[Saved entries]
* * *

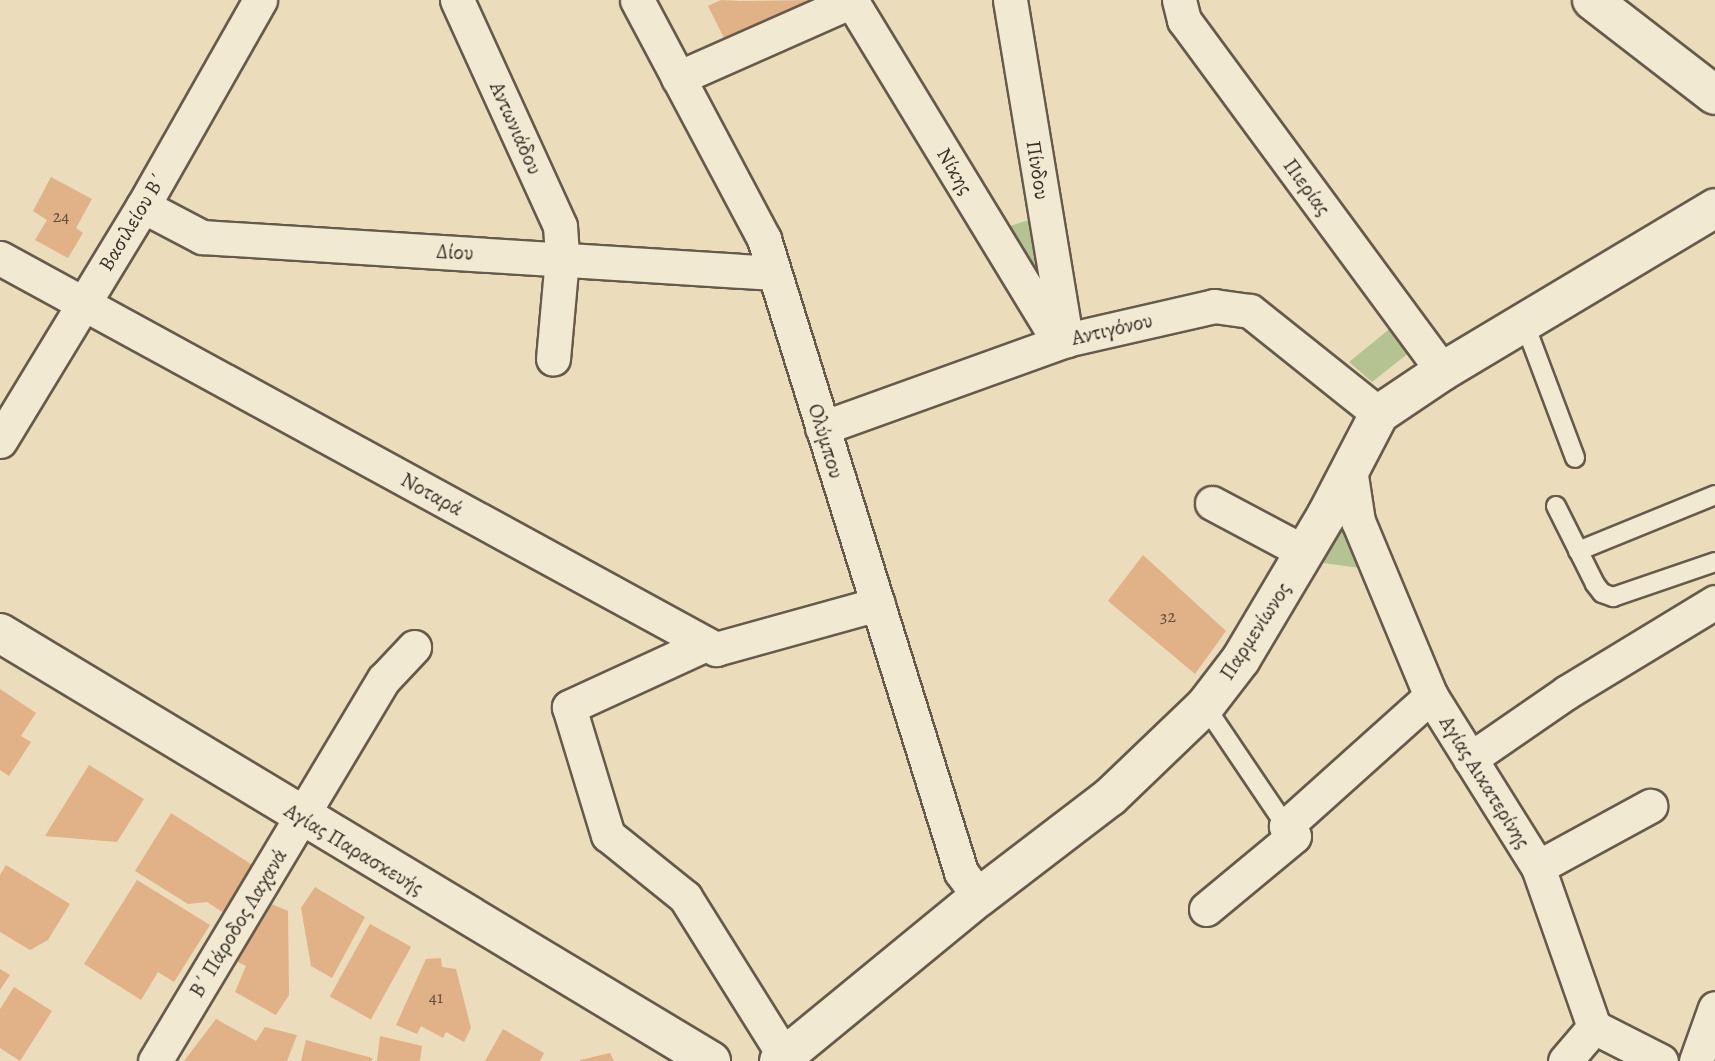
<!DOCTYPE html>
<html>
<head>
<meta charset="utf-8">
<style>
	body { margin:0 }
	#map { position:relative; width:1715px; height:1061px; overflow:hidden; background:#ebddbb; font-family:Alegreya,serif }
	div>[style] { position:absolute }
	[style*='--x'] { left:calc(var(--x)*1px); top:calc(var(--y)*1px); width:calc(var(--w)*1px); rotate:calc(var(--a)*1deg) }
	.green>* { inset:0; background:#b5c292 }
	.building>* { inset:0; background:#e1b188; transform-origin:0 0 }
	.roads { filter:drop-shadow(2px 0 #665a4a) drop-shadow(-2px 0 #665a4a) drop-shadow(0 2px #665a4a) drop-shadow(0 -2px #665a4a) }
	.lane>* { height:18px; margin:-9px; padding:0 9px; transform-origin:9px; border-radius:9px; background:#f2e9d3 }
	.street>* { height:33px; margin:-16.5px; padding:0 16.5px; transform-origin:16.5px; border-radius:16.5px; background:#f2e9d3 }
	.secondary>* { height:38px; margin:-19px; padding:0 19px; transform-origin:19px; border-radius:19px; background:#f2e9d3 }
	span { translate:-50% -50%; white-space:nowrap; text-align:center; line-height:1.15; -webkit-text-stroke:5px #f2e9d3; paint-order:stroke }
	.number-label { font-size:18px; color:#634f3e }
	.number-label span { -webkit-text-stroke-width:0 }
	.street-label { font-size:21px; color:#392e25 }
</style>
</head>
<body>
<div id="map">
	<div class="green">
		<div style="clip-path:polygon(1029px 220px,1042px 290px,1003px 228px)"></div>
		<div style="clip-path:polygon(1398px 322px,1415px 348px,1372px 382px,1349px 362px)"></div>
		<div style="clip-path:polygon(1343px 513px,1367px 569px,1316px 562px)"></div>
	</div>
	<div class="building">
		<div style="clip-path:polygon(721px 0,740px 1px,818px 0,725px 40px,708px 6px)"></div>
		<div style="clip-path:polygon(51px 177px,92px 199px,76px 228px,83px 233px,68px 258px,35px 240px,47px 220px,33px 211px)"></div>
		<div style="clip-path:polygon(1143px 555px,1226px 631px,1195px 674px,1108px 601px)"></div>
		<div style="clip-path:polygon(0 689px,36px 713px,21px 736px,31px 742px,9px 776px,0 770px)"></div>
		<div style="clip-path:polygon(89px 765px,144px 799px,117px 842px,45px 836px)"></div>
		<div style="clip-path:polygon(171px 813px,254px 866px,224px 913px,207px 902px,188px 904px,135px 871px)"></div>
		<div style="clip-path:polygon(6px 865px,70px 904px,48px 940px,30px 950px,0 932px,0 875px)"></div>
		<div style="clip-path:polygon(137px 880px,210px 925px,174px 982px,158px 972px,141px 1000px,84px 964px)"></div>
		<div style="clip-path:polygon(315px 887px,365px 917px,332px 978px,311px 966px,301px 908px)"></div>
		<div style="clip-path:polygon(269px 903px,288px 911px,289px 995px,276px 1015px,235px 992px,246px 966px,232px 959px)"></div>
		<div style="left:370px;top:924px;width:47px;height:83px;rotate:29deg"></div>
		<div style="clip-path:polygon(441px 958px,442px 967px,456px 969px,471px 1028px,464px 1042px,446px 1032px,443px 1038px,421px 1026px,417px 1034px,396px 1025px,426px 959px)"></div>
		<div style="clip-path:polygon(0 969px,10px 975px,0 990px)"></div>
		<div style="clip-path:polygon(14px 987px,52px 1011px,20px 1061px,0 1048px,0 1009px)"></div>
		<div style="clip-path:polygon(216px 1019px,256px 1041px,265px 1027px,297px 1035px,287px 1061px,184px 1061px)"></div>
		<div style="clip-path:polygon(503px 1029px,544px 1053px,540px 1061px,485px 1061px)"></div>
		<div style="clip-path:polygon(380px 1036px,422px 1046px,420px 1061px,377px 1061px)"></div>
		<div style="clip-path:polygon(306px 1040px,372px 1058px,372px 1061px,301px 1061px)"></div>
		<div style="clip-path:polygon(610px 1053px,614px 1061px,580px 1061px,580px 1060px)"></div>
	</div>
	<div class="roads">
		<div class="lane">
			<div style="--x:1524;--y:322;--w:145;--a:69.4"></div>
			<div style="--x:1556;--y:506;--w:87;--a:63.4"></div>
			<div style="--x:1595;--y:584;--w:11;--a:52"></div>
			<div style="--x:1602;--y:593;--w:12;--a:20"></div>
			<div style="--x:1613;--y:597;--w:108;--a:-18.9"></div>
			<div style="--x:1578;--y:551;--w:148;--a:-22.2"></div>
			<div style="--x:1205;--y:706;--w:145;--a:56"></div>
		</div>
		<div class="street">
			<div style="--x:457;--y:0;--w:248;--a:65.5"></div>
			<div style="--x:560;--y:226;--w:32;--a:86"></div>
			<div style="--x:562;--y:258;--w:101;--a:95.1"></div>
			<div style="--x:637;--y:0;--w:271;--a:62"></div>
			<div style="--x:764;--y:239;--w:663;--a:72.71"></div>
			<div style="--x:961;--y:872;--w:31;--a:54"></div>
			<div style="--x:851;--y:0;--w:400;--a:58.7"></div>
			<div style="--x:1010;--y:0;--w:345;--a:80.6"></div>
			<div style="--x:1179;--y:0;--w:21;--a:76"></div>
			<div style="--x:1184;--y:20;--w:436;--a:53.6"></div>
			<div style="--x:678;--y:78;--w:190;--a:-23.9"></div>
			<div style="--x:143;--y:206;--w:67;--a:27.7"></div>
			<div style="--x:202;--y:237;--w:573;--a:3.6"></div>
			<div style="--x:0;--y:258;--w:816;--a:28.64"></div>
			<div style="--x:716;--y:649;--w:168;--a:-15.5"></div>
			<div style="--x:822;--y:428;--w:259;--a:-19.8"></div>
			<div style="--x:1066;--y:340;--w:152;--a:-12.9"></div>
			<div style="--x:1214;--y:306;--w:36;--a:8"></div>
			<div style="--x:1250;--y:311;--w:165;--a:38.6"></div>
			<div style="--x:0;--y:441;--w:275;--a:-58.7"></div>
			<div style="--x:143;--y:206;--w:237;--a:-60.4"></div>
			<div style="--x:1350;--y:469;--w:53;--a:81.3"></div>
			<div style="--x:1358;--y:521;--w:190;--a:67.4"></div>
			<div style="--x:1431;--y:696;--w:202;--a:58"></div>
			<div style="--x:1538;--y:867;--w:170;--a:70.7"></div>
			<div style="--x:1594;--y:1027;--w:75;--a:26.9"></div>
			<div style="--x:1212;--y:503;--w:104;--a:28"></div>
			<div style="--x:706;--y:644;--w:151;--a:155.3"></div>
			<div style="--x:569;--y:707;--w:134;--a:73.1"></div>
			<div style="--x:608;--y:835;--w:99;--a:38.8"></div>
			<div style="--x:685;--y:897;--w:189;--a:58"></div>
			<div style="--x:1470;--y:759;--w:118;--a:-34.6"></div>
			<div style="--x:1567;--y:692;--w:173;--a:-31.3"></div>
			<div style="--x:1538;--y:867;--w:128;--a:-28.6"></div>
			<div style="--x:1206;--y:909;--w:114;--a:-39.7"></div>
			<div style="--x:1294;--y:836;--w:13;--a:-129"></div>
			<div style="--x:1286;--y:826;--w:195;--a:-41.9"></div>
			<div style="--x:155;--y:1061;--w:445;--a:-59.1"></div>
			<div style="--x:384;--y:679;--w:44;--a:-46.8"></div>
			<div style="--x:1565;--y:1061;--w:45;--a:-49.5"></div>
			<div style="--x:1696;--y:1061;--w:56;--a:-70.3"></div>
		</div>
		<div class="secondary">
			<div style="--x:1592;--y:0;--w:155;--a:37.7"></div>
			<div style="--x:0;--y:633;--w:830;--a:31.05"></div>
			<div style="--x:779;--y:1061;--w:259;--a:-39.4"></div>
			<div style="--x:979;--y:897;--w:165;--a:-37.4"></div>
			<div style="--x:1110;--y:797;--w:132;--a:-43.8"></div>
			<div style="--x:1205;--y:706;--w:59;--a:-52.5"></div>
			<div style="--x:1241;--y:659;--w:166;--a:-59.3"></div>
			<div style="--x:1326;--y:516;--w:115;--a:-62.5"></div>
			<div style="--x:1379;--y:414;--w:77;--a:-33.9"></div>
			<div style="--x:1443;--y:371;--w:317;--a:-30.9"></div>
		</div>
	</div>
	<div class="number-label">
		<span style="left:61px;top:216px">24</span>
		<span style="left:1168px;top:616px">32</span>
		<span style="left:436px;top:997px">41</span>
	</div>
	<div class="street-label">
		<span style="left:516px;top:128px;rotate:66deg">Αντωνιάδου</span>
		<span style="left:1038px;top:170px;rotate:81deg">Πίνδου</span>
		<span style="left:955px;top:171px;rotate:59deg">Νίκης</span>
		<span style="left:1307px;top:187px;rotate:54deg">Πιερίας</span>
		<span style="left:132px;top:222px;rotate:-59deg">Βασιλείου Β΄</span>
		<span style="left:455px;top:252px;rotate:3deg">Δίου</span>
		<span style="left:1112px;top:329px;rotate:-13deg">Αντιγόνου</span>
		<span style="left:826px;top:441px;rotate:73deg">Ολύμπου</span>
		<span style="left:432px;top:494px;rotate:29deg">Νοταρά</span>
		<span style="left:1255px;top:631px;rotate:-57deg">Παρμενίωνος</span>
		<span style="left:1485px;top:782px;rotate:58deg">Αγίας Αικατερίνης</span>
		<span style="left:354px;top:849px;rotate:31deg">Αγίας Παρασκευής</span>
		<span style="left:238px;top:923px;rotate:-59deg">Β΄ Πάροδος Λαχανά</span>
	</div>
</div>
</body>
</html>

* * *

Only the lines that contain the string "position" are to be copied from the records.

*Response area*.
	#map { position:relative; width:1715px; height:1061px; overflow:hidden; background:#ebddbb; font-family:Alegreya,serif }
	div>[style] { position:absolute }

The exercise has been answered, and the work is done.